PROVIDED DATA:
+===+

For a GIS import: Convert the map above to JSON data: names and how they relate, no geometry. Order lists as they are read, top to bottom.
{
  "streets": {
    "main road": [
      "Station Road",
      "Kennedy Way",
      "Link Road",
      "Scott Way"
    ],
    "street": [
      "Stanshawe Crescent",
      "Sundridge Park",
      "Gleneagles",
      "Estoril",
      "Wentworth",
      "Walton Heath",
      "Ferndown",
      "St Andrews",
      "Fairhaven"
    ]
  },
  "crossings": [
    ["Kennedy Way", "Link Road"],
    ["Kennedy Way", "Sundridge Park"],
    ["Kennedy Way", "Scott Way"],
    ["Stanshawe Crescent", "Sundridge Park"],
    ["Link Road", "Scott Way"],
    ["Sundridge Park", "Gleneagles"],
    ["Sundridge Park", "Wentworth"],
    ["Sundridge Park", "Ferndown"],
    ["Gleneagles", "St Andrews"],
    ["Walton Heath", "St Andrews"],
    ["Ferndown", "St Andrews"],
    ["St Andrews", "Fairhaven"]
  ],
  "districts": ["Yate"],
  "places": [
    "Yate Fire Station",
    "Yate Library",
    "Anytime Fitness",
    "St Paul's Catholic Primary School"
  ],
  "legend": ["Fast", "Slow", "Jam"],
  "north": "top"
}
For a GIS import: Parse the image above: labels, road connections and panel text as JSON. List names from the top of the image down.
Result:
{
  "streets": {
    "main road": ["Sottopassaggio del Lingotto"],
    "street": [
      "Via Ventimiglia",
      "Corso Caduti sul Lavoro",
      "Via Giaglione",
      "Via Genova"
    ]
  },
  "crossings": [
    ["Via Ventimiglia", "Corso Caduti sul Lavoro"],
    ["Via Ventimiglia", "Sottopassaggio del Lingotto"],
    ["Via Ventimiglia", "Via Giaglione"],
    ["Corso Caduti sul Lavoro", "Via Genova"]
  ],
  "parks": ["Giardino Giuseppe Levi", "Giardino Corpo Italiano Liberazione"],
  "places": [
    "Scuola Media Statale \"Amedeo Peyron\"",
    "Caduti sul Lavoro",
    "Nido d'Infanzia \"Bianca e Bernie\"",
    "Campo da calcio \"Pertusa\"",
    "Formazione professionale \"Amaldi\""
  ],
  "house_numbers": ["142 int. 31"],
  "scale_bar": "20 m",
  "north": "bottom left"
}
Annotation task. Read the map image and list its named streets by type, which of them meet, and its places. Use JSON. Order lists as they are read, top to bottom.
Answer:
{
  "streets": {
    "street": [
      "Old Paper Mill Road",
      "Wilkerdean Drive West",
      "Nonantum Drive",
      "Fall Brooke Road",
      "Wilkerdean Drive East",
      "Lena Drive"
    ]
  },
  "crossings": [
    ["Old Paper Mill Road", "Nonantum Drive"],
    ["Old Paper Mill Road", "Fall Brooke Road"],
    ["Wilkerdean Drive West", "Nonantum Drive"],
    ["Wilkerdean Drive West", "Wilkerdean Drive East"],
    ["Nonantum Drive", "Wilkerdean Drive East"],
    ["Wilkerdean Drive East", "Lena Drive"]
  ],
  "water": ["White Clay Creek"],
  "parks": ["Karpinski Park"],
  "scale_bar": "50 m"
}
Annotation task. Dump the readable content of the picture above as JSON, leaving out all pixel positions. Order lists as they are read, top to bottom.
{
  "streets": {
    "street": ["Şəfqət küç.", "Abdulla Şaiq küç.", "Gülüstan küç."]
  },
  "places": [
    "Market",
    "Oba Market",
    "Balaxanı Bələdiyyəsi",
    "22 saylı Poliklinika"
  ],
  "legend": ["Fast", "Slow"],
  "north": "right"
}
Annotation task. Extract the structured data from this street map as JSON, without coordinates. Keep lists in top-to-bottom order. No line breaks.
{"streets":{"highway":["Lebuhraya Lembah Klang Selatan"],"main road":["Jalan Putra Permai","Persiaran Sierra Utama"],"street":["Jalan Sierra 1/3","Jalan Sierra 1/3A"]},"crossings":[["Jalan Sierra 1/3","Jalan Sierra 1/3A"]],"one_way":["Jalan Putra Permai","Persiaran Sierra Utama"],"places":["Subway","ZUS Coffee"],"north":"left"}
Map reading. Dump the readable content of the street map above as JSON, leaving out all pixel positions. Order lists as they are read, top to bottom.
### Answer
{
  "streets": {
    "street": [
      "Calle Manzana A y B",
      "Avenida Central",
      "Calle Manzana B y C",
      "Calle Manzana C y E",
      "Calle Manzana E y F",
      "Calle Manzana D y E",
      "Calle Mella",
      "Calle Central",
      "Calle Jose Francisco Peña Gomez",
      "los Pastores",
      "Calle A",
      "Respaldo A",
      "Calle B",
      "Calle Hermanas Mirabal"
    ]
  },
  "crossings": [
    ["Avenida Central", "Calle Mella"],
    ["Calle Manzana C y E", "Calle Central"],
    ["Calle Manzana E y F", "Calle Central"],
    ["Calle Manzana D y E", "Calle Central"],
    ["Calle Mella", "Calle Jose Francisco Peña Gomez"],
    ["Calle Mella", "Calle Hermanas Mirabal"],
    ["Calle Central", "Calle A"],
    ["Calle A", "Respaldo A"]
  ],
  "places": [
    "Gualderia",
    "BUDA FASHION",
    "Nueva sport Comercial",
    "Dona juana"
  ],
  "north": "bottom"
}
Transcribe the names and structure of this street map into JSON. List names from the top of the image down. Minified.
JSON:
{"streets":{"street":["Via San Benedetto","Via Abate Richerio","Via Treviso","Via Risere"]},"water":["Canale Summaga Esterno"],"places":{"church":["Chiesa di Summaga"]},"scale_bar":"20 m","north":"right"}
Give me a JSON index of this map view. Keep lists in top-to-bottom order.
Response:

+===+

WORK INSTRUCTIONS: This calls for repeating all of the records, character for character.

EXERCISE RESULT:
For a GIS import: Convert the map above to JSON data: names and how they relate, no geometry. Order lists as they are read, top to bottom.
{
  "streets": {
    "main road": [
      "Station Road",
      "Kennedy Way",
      "Link Road",
      "Scott Way"
    ],
    "street": [
      "Stanshawe Crescent",
      "Sundridge Park",
      "Gleneagles",
      "Estoril",
      "Wentworth",
      "Walton Heath",
      "Ferndown",
      "St Andrews",
      "Fairhaven"
    ]
  },
  "crossings": [
    ["Kennedy Way", "Link Road"],
    ["Kennedy Way", "Sundridge Park"],
    ["Kennedy Way", "Scott Way"],
    ["Stanshawe Crescent", "Sundridge Park"],
    ["Link Road", "Scott Way"],
    ["Sundridge Park", "Gleneagles"],
    ["Sundridge Park", "Wentworth"],
    ["Sundridge Park", "Ferndown"],
    ["Gleneagles", "St Andrews"],
    ["Walton Heath", "St Andrews"],
    ["Ferndown", "St Andrews"],
    ["St Andrews", "Fairhaven"]
  ],
  "districts": ["Yate"],
  "places": [
    "Yate Fire Station",
    "Yate Library",
    "Anytime Fitness",
    "St Paul's Catholic Primary School"
  ],
  "legend": ["Fast", "Slow", "Jam"],
  "north": "top"
}
For a GIS import: Parse the image above: labels, road connections and panel text as JSON. List names from the top of the image down.
Result:
{
  "streets": {
    "main road": ["Sottopassaggio del Lingotto"],
    "street": [
      "Via Ventimiglia",
      "Corso Caduti sul Lavoro",
      "Via Giaglione",
      "Via Genova"
    ]
  },
  "crossings": [
    ["Via Ventimiglia", "Corso Caduti sul Lavoro"],
    ["Via Ventimiglia", "Sottopassaggio del Lingotto"],
    ["Via Ventimiglia", "Via Giaglione"],
    ["Corso Caduti sul Lavoro", "Via Genova"]
  ],
  "parks": ["Giardino Giuseppe Levi", "Giardino Corpo Italiano Liberazione"],
  "places": [
    "Scuola Media Statale \"Amedeo Peyron\"",
    "Caduti sul Lavoro",
    "Nido d'Infanzia \"Bianca e Bernie\"",
    "Campo da calcio \"Pertusa\"",
    "Formazione professionale \"Amaldi\""
  ],
  "house_numbers": ["142 int. 31"],
  "scale_bar": "20 m",
  "north": "bottom left"
}
Annotation task. Read the map image and list its named streets by type, which of them meet, and its places. Use JSON. Order lists as they are read, top to bottom.
Answer:
{
  "streets": {
    "street": [
      "Old Paper Mill Road",
      "Wilkerdean Drive West",
      "Nonantum Drive",
      "Fall Brooke Road",
      "Wilkerdean Drive East",
      "Lena Drive"
    ]
  },
  "crossings": [
    ["Old Paper Mill Road", "Nonantum Drive"],
    ["Old Paper Mill Road", "Fall Brooke Road"],
    ["Wilkerdean Drive West", "Nonantum Drive"],
    ["Wilkerdean Drive West", "Wilkerdean Drive East"],
    ["Nonantum Drive", "Wilkerdean Drive East"],
    ["Wilkerdean Drive East", "Lena Drive"]
  ],
  "water": ["White Clay Creek"],
  "parks": ["Karpinski Park"],
  "scale_bar": "50 m"
}
Annotation task. Dump the readable content of the picture above as JSON, leaving out all pixel positions. Order lists as they are read, top to bottom.
{
  "streets": {
    "street": ["Şəfqət küç.", "Abdulla Şaiq küç.", "Gülüstan küç."]
  },
  "places": [
    "Market",
    "Oba Market",
    "Balaxanı Bələdiyyəsi",
    "22 saylı Poliklinika"
  ],
  "legend": ["Fast", "Slow"],
  "north": "right"
}
Annotation task. Extract the structured data from this street map as JSON, without coordinates. Keep lists in top-to-bottom order. No line breaks.
{"streets":{"highway":["Lebuhraya Lembah Klang Selatan"],"main road":["Jalan Putra Permai","Persiaran Sierra Utama"],"street":["Jalan Sierra 1/3","Jalan Sierra 1/3A"]},"crossings":[["Jalan Sierra 1/3","Jalan Sierra 1/3A"]],"one_way":["Jalan Putra Permai","Persiaran Sierra Utama"],"places":["Subway","ZUS Coffee"],"north":"left"}
Map reading. Dump the readable content of the street map above as JSON, leaving out all pixel positions. Order lists as they are read, top to bottom.
### Answer
{
  "streets": {
    "street": [
      "Calle Manzana A y B",
      "Avenida Central",
      "Calle Manzana B y C",
      "Calle Manzana C y E",
      "Calle Manzana E y F",
      "Calle Manzana D y E",
      "Calle Mella",
      "Calle Central",
      "Calle Jose Francisco Peña Gomez",
      "los Pastores",
      "Calle A",
      "Respaldo A",
      "Calle B",
      "Calle Hermanas Mirabal"
    ]
  },
  "crossings": [
    ["Avenida Central", "Calle Mella"],
    ["Calle Manzana C y E", "Calle Central"],
    ["Calle Manzana E y F", "Calle Central"],
    ["Calle Manzana D y E", "Calle Central"],
    ["Calle Mella", "Calle Jose Francisco Peña Gomez"],
    ["Calle Mella", "Calle Hermanas Mirabal"],
    ["Calle Central", "Calle A"],
    ["Calle A", "Respaldo A"]
  ],
  "places": [
    "Gualderia",
    "BUDA FASHION",
    "Nueva sport Comercial",
    "Dona juana"
  ],
  "north": "bottom"
}
Transcribe the names and structure of this street map into JSON. List names from the top of the image down. Minified.
JSON:
{"streets":{"street":["Via San Benedetto","Via Abate Richerio","Via Treviso","Via Risere"]},"water":["Canale Summaga Esterno"],"places":{"church":["Chiesa di Summaga"]},"scale_bar":"20 m","north":"right"}
Give me a JSON index of this map view. Keep lists in top-to-bottom order.
Response:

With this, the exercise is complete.